Can an experience become a cliché? And if it does, does that make it invalid? I am writing because I have no access to the internet. I have no access to the internet because I am in a small town in a less developed country, Rio Negro, Colombia. I am here to speak to scores of pastors from around the country. And my frustration over the lack of internet once again exposes my frustration over my own sanctification. Which is what always happens when I find myself in less than comfortable surroundings.
This is not, by the grace of God, my first time in a less developed nation. Beyond several such trips I have also been privileged to minister from time to time in prisons around the country. In each case I walk into the situation thinking myself a fine fellow, and walk out ashamed. My shame is found in my relative spiritual immaturity in comparison of those I have come to “help.” I’m supposed to be bringing a message from God. Instead God speaks to me- “You are soft, pampered, and worst of all you are proud.” I come in eager to teach. I go home grateful for what I have learned. And then I forget.
In Africa, in Myanmar, in Colombia I have met believers living under terribly difficult circumstances. It may be simple poverty. It may be persecution from other religions. It may be an aggressively inhospitable state. What draws my eyes away from the circumstances is the blindness of the saints to those circumstances.

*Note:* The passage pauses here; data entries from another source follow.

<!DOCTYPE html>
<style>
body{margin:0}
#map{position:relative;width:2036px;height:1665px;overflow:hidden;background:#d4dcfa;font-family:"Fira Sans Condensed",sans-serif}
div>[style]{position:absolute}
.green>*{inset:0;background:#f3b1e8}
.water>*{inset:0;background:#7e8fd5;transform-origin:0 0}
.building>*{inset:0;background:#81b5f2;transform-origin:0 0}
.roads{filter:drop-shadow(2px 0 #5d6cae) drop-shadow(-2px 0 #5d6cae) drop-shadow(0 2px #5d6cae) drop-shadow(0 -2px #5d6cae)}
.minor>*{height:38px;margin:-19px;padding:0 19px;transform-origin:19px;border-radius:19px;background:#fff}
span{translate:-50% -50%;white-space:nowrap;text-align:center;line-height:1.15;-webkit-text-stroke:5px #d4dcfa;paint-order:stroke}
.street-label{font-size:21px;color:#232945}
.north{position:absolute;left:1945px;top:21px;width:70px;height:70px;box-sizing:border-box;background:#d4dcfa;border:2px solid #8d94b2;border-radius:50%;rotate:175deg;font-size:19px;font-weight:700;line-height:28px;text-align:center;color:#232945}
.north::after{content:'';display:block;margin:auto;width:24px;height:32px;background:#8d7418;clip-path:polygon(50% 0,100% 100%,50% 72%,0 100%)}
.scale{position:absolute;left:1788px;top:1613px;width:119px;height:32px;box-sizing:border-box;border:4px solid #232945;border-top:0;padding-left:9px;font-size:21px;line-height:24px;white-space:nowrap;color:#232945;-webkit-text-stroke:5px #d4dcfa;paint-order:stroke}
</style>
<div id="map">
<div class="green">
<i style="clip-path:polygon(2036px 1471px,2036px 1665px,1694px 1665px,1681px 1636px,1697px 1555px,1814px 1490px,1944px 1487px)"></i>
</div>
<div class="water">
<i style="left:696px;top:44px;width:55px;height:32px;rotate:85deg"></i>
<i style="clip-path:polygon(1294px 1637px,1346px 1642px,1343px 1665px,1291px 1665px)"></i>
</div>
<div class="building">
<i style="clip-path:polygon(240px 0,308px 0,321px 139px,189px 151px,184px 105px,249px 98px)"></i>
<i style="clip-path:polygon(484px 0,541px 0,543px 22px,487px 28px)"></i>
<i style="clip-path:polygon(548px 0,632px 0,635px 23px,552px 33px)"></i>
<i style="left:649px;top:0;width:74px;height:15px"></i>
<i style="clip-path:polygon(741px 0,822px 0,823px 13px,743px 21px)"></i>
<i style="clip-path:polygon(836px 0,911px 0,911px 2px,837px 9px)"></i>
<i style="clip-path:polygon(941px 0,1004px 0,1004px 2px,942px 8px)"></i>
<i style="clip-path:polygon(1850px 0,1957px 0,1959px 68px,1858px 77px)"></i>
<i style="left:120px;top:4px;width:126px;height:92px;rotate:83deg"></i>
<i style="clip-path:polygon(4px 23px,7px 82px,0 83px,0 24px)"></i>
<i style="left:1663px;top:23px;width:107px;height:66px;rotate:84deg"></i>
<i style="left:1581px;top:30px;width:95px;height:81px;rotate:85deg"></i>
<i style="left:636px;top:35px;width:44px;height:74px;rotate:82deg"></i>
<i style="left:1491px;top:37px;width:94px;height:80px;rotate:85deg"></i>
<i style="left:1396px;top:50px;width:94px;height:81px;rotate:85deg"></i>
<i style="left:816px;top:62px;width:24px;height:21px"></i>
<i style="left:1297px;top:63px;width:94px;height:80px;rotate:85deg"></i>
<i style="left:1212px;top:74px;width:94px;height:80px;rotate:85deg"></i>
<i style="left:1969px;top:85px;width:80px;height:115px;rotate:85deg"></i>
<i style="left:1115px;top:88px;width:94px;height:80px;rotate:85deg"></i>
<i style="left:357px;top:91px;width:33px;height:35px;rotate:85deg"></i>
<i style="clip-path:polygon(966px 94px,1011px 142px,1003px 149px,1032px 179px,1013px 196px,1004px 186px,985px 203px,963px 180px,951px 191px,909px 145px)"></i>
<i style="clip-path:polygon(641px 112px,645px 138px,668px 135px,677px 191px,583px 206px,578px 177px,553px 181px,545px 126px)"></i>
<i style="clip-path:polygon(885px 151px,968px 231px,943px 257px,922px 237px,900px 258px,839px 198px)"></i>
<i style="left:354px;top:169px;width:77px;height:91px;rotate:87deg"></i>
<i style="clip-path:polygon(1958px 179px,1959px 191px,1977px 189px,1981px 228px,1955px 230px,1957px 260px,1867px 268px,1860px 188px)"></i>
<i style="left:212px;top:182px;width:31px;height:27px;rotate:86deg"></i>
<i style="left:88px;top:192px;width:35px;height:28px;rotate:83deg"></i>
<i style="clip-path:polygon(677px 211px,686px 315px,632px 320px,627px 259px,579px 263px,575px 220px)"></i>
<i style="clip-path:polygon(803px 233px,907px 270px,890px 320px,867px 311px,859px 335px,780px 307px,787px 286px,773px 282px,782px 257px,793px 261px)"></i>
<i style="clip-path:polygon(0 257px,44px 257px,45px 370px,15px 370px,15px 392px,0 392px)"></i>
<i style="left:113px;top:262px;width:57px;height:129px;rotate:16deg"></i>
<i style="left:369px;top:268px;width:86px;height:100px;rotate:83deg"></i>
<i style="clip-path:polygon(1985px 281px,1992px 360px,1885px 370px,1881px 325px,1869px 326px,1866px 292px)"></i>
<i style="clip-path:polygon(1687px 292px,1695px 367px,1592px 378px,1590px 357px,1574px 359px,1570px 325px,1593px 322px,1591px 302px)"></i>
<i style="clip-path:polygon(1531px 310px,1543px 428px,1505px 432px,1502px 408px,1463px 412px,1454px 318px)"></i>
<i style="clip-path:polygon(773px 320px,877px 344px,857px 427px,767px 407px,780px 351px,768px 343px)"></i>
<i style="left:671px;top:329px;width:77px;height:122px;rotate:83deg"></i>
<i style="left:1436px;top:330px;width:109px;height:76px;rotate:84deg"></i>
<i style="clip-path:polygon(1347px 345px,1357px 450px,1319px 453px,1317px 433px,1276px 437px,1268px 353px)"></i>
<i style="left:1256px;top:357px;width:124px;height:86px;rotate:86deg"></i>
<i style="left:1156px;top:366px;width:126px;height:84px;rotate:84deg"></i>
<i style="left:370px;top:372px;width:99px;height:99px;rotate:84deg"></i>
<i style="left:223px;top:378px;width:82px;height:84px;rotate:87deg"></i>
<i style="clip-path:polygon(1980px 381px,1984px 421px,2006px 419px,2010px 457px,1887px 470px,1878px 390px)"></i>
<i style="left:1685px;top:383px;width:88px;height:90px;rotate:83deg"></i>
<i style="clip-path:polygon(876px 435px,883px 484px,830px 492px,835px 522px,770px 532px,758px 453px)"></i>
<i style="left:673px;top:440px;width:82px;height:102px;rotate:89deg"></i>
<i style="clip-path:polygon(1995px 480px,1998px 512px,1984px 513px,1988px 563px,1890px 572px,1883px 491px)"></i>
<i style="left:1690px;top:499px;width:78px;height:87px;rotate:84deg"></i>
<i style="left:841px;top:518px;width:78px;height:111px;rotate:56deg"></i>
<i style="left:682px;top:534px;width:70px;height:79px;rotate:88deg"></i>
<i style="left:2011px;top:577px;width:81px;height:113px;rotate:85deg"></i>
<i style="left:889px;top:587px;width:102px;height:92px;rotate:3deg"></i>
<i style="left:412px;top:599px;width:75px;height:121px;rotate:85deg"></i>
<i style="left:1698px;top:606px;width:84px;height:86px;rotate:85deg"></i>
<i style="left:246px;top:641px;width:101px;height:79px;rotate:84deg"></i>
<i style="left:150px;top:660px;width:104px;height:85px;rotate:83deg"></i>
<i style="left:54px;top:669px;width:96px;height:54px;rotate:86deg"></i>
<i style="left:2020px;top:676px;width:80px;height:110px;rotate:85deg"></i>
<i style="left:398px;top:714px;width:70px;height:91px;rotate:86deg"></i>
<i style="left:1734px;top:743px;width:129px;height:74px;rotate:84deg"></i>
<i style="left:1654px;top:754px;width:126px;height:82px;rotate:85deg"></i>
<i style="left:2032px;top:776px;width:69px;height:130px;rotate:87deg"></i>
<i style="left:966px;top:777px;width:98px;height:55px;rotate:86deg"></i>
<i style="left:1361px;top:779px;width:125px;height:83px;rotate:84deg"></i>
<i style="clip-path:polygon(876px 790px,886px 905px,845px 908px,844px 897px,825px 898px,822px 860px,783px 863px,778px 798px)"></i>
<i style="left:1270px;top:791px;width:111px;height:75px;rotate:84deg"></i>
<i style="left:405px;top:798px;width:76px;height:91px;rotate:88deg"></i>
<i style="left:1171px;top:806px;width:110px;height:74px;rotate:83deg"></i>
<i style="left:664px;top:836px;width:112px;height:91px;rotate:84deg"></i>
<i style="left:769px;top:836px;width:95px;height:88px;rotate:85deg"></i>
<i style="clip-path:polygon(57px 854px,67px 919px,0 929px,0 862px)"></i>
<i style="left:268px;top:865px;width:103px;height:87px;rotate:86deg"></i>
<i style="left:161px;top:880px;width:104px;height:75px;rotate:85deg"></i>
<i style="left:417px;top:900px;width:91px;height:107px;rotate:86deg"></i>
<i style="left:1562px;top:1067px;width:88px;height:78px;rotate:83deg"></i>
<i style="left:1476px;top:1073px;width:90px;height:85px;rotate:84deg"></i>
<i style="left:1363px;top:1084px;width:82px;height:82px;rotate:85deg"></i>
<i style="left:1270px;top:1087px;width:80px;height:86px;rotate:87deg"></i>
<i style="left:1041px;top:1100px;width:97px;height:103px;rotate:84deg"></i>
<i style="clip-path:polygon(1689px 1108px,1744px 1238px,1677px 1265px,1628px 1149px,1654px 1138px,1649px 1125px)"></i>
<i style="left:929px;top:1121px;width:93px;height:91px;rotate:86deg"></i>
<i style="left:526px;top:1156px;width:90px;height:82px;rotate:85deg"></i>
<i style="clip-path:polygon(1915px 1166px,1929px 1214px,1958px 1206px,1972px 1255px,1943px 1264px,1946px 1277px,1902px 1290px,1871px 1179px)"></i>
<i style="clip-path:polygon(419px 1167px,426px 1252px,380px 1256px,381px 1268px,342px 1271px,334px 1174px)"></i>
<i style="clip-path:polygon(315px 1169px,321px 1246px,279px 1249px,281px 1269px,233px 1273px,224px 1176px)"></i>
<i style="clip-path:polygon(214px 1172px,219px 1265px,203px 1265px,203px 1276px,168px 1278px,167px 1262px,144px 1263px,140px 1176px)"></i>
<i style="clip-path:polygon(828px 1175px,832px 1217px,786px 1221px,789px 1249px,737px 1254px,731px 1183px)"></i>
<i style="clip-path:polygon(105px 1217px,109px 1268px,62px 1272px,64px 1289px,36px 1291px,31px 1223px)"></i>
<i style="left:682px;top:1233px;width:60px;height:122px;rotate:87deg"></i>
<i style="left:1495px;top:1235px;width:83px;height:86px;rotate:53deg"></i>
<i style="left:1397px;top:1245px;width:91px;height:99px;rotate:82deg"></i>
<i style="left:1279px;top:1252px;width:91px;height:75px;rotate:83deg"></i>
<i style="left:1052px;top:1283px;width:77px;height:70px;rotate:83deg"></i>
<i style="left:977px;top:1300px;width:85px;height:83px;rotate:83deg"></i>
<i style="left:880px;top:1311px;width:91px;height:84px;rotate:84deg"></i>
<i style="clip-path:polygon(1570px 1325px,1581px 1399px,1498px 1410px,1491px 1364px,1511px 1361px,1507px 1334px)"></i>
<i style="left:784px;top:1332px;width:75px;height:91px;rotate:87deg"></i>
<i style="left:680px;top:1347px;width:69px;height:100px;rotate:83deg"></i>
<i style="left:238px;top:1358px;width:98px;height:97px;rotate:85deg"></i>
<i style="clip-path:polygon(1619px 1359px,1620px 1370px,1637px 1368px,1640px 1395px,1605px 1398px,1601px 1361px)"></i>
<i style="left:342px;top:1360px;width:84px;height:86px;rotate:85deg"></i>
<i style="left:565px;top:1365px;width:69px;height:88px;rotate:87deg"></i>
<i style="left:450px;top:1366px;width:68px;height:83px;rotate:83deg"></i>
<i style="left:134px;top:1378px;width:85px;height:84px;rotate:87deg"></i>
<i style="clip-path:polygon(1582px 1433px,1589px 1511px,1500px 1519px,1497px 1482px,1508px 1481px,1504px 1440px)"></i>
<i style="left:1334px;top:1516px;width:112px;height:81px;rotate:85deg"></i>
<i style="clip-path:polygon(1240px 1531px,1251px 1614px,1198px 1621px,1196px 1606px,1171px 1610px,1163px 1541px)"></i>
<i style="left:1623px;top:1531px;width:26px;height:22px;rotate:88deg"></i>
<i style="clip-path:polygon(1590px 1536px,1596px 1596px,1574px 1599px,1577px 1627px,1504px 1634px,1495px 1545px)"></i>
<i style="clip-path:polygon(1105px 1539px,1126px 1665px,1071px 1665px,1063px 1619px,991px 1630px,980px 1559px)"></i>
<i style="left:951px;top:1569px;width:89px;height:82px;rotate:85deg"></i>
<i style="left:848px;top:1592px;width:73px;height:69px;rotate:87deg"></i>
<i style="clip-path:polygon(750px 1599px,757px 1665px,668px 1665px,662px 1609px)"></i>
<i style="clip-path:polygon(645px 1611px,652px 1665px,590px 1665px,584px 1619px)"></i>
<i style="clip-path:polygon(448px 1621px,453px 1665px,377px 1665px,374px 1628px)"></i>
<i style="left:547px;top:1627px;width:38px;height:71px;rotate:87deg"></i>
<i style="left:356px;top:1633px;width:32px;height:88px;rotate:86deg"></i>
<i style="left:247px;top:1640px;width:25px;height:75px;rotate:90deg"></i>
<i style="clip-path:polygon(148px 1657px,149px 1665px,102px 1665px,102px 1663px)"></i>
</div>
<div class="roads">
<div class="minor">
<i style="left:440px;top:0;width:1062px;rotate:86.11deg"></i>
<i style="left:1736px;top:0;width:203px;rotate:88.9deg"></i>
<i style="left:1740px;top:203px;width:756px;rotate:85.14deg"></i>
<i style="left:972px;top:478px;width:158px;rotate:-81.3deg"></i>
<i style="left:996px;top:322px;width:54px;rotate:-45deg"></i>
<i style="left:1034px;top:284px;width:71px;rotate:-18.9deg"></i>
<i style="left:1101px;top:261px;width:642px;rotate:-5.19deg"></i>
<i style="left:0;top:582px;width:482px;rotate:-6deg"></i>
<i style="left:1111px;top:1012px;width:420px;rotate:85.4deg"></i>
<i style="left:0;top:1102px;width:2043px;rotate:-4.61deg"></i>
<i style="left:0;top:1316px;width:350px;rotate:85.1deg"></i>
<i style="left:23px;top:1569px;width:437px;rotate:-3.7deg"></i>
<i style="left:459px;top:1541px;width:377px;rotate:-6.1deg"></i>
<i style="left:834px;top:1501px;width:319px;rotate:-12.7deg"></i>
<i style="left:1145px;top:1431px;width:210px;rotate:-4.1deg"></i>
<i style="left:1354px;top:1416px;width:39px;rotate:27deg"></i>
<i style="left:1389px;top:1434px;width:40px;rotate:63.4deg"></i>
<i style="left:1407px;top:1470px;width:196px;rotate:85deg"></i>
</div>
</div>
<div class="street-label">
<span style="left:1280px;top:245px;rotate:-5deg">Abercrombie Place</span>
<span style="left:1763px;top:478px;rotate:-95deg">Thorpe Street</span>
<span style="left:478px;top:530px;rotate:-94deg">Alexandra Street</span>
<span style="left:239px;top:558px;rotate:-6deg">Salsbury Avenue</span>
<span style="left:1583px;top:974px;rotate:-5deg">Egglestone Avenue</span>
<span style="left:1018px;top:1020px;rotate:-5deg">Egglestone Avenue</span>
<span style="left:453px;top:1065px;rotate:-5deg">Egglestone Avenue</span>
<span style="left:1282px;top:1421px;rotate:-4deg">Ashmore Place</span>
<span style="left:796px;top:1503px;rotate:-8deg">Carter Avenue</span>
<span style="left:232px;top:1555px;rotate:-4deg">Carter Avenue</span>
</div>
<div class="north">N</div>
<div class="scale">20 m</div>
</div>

They are far too busy rejoicing in the grace of God, far too consumed with His glory, to be distracted by their surroundings. They are too passionately committed to preaching and teaching, to fulfilling the Great Commission to notice that things for them are not so great. They sit on tiny patches of unproductive ground, staring with greater joy than an American child on Christmas morning, at the Pearl of Great Price.
My point here is not to wallow in guilt for prosperity, far less to encourage others to bemoan their blessings. Rather I want us all to learn to appreciate all the blessings from the hand of God. Rejecting hot showers, dependable internet connections, or even heavy laden dinner tables will not make me better, nor my new friends more comfortable. Instead my calling is to give thanks for all His good gifts in due proportion. These are good things, and I am to never take them for granted, as if I am owed all these things simply by virtue of being born in these United States. That my daily bread is wrapped around the finest meats isn’t evidence that it did not come from God, but a sure sign that it has come from Him.
I must, however, ask my Father in heaven for this grace on top of that grace, that I would learn to rejoice in the gospel as these men do, that I would learn to rejoice in want, and better still, to know that I am always in plenty, wherever He takes me around His globe. I have Jesus. And I get to learn from those who rejoice in the same.